Bransen se encogió de hombros.
—Si ahora mismo te concediera la libertad sin que tuvieras que enfrentarte a ningún castigo en caso de que decidieras marcharte, ¿lo harías? —preguntó—. ¿Irías a recoger a tu esposa y a su madre, y os marcharíais de Vanguard?
—Sí —dijo Bransen sin vacilar y con toda la convicción que era capaz de expresar su voz.
—¿Lo harías de verdad? —insistió la dama Gwydre—. ¿Dejarías al hermano Jond y a los demás? ¿Permitirías que las hordas de trolls de los samhaístas asolasen Vanguard y matasen a hombres, mujeres y niños inocentes?

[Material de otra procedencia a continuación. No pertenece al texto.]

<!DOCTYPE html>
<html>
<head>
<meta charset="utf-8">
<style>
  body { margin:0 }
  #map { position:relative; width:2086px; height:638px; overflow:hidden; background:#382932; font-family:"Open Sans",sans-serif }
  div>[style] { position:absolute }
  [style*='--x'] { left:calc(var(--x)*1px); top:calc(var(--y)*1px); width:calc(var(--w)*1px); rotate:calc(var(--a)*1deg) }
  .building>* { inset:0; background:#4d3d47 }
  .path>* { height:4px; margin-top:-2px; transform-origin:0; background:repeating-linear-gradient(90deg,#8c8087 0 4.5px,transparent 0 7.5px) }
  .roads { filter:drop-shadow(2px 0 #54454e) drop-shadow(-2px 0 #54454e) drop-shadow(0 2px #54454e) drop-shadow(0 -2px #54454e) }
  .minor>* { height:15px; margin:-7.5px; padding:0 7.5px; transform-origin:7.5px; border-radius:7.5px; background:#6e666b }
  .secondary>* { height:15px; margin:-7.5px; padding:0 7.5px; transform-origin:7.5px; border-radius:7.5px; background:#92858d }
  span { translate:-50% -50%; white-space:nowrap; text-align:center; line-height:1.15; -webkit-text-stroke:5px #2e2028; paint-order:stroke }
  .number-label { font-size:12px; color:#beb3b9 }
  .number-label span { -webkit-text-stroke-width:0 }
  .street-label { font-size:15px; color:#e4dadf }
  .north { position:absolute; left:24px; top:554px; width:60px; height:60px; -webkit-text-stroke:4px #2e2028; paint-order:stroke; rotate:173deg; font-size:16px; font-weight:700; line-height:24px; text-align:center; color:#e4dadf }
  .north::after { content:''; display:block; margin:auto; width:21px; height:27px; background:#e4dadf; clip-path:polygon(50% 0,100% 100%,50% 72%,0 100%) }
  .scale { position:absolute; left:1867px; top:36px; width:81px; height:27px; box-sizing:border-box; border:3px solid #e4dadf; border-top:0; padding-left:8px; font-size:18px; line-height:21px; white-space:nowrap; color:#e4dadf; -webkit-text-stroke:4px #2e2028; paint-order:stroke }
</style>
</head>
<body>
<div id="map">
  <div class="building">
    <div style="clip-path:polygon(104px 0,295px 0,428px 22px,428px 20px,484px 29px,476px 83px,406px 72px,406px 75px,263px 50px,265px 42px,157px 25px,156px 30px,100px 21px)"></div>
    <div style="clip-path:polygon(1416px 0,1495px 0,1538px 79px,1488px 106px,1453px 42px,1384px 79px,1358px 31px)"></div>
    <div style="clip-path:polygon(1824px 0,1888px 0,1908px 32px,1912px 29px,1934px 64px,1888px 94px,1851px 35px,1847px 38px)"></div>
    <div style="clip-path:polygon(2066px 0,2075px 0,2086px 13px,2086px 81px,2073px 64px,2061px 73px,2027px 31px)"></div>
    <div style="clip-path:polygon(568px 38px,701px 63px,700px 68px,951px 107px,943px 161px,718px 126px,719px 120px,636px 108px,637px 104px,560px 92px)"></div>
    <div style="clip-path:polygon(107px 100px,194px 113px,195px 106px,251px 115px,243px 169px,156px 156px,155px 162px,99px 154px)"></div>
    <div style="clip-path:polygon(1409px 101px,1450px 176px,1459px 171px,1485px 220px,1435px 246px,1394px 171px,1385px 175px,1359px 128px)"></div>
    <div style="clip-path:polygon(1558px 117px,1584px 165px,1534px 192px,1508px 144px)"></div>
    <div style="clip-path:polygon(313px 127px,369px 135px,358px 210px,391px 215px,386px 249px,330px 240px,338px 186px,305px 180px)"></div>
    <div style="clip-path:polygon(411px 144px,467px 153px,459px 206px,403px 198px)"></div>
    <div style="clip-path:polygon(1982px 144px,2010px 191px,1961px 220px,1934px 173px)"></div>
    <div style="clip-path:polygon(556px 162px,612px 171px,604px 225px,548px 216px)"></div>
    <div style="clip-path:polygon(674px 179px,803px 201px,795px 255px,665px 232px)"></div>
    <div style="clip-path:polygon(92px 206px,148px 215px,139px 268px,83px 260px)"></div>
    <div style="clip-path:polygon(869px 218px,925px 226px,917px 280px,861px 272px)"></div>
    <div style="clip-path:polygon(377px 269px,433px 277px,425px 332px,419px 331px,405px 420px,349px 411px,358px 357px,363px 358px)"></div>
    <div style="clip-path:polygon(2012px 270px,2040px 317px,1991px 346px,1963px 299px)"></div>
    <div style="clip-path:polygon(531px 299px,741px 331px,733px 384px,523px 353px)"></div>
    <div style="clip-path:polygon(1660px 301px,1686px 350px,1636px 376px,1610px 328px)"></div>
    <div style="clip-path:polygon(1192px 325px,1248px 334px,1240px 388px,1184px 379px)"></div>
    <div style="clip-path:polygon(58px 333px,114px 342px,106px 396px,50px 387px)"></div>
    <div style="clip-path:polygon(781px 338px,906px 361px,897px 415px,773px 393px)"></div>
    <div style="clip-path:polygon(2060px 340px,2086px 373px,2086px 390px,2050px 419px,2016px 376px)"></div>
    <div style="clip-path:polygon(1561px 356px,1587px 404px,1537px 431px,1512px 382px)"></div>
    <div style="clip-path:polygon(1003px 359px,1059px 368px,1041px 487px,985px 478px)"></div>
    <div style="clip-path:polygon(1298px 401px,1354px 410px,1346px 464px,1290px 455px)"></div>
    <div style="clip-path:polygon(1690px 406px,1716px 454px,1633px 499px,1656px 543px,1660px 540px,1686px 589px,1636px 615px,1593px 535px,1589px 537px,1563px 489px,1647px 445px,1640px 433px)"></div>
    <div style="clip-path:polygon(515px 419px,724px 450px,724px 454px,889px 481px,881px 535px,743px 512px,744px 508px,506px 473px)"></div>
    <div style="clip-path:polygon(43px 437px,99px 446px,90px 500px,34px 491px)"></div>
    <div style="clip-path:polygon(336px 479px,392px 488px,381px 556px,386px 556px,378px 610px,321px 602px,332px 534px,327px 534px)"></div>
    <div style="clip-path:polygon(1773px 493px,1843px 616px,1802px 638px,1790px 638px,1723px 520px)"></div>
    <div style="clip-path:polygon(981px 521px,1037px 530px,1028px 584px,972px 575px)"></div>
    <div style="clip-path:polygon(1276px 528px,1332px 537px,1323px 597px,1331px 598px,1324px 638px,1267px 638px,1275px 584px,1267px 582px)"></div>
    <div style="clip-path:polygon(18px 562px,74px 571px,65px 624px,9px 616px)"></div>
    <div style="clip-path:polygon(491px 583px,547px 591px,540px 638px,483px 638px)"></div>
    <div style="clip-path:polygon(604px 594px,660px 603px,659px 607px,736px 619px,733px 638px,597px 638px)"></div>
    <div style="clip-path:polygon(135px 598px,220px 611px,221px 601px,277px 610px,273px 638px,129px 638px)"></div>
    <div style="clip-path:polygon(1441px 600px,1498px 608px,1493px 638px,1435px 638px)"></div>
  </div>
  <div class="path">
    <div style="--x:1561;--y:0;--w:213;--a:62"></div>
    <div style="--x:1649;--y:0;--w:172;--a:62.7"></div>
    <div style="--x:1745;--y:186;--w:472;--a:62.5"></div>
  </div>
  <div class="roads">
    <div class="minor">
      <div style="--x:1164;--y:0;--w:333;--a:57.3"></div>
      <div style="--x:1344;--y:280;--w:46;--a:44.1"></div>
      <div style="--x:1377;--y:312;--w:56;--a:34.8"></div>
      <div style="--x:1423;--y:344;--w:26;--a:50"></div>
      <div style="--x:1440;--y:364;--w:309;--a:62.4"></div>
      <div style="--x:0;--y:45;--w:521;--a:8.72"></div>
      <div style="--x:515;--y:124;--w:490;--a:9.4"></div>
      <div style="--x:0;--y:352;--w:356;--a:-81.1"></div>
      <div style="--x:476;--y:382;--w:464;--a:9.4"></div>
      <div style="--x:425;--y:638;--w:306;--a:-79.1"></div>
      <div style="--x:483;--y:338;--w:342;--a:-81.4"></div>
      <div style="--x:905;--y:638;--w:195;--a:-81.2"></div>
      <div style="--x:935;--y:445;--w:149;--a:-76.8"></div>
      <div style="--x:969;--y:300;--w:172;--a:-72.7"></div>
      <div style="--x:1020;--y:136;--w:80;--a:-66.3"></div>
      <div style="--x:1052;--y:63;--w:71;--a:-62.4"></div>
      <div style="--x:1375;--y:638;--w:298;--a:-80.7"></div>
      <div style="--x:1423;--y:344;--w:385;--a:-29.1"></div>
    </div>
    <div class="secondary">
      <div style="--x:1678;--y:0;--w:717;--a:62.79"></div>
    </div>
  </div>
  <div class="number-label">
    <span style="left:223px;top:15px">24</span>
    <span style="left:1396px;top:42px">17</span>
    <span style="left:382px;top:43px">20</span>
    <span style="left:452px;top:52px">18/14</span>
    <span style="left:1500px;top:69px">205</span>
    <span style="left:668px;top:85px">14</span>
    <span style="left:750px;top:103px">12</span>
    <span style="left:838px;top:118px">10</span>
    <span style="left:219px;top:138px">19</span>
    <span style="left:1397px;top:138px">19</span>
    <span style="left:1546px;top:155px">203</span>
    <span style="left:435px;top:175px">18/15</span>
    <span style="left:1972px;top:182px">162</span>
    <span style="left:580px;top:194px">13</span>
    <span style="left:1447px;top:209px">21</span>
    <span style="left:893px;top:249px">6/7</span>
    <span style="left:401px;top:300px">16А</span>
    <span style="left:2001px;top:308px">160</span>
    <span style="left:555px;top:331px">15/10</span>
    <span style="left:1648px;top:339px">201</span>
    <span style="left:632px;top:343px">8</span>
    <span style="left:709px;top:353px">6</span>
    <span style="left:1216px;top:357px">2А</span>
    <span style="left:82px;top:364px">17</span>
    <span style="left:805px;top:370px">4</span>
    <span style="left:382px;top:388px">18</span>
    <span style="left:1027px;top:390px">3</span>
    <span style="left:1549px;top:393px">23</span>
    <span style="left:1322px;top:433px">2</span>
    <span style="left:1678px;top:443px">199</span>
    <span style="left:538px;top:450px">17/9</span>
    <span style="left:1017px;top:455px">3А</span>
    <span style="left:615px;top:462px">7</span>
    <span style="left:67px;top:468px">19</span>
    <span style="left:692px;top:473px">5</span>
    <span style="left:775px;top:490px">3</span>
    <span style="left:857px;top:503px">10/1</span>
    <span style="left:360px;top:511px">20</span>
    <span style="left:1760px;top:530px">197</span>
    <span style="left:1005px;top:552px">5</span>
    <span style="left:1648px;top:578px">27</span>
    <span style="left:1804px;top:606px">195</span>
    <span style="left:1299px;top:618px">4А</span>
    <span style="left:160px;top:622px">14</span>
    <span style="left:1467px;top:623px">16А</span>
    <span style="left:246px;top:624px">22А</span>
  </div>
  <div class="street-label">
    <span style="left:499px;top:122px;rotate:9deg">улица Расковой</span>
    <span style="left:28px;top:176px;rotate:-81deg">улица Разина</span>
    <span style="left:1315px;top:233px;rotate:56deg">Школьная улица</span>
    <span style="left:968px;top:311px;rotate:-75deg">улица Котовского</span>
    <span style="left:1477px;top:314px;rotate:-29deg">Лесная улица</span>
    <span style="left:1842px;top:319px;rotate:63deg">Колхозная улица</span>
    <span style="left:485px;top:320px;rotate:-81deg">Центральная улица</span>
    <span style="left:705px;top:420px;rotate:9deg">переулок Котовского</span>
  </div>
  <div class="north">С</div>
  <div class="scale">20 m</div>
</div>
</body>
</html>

—¡Esta no es mi lucha! —replicó Bransen, aunque esta vez su tono fue algo menos convincente.
—Lo es ahora.
—¡Sólo en virtud de un engaño!
Gwydre hizo una pausa y alzó la mano para hacer callar al exaltado Bransen.
—Como quieras —aceptó.
—¿Dejaréis que me marche?
—No, no puedo, aunque realmente me gustaría, lo mismo que al resto de los soldados —dijo—. Hay demasiado en juego, y por eso insisto en que te quedes.
—Dawson McKeege estaría orgulloso de vos —respondió Bransen con su proverbial sarcasmo.
—No quiero que esta guerra se prolongue durante todo el invierno —dijo la dama Gwydre y reanudó la marcha seguida por Bransen—. El frío favorece a mis enemigos.
—Por favor, poned fin a esto.
—Estoy pensando en formar un grupo de guerreros elegidos para penetrar en las filas enemigas, tal vez para decapitar a la bestia. Esas hordas se mantienen unidas por la mera voluntad y la maldad del Anciano Badden, un samhaísta despreciable.
—Esa es una descripción redundante, por lo que he visto.
—Lo es —concedió la dama—. ¿Estás de acuerdo con mi razonamiento?
—Me estáis pidiendo que me una a vuestra fuerza de ataque.
—Es precisamente lo que te estoy encomendando.
Bransen se detuvo y Gwydre hizo lo propio, echando una mirada hacia atrás y dándole todo el tiempo que necesitara para pensarlo detenidamente.
—¿Hasta dónde y durante cuanto tiempo? —preguntó él.
—Hasta algún lugar en el norte —respondió la dama—. Tal vez un viaje de más de dos semanas, y eso si vuestra presencia no es detectada por el enemigo.
—Si voy, y si esa bestia, el Anciano Badden, resulta muerto, quiero mi libertad —dijo Bransen—. Aunque esa acción no ponga fin a vuestra guerra, como esperáis. Quiero mi libertad con vuestro beneplácito y vuestra firma autorizándome a volver a las tierras meridionales de Honce. Y me proporcionaréis un barco para llevar a mi familia a casa.
—No estás en condiciones de negociar —fue la respuesta.
—Y sin embargo, negocio. Aunque matar al Anciano Badden no ponga fin a esta guerra, quiero mi libertad.
—No te irás —dijo la dama Gwydre.
—Si de veras creéis eso, no tenéis nada que perder.
—De acuerdo, entonces —dijo ella—. Tráeme la cabeza de Badden y haré que Dawson McKeege te lleve de regreso al Monasterio de Abelle, junto con mi recomendación de que se te perdonen tus imprudencias anteriores, aunque no puedo garantizar que los terratenientes y la iglesia meridionales atiendan a mi recomendación.
—Dejad que yo me ocupe de eso.
La dama Gwydre se lo quedó mirando un momento más mientras se arrebujaba en su capa. Después, tras una leve inclinación de cabeza, se marchó.
Bransen se quedó allí un buen rato mirándola mientras se alejaba y pensando que al menos ahora tenía un camino abierto ante sí, un lugar al que ir con la esperanza de un futuro.
No se le ocurrió pensar que el Anciano Badden sería el enemigo más formidable al que se hubiera enfrentado jamás.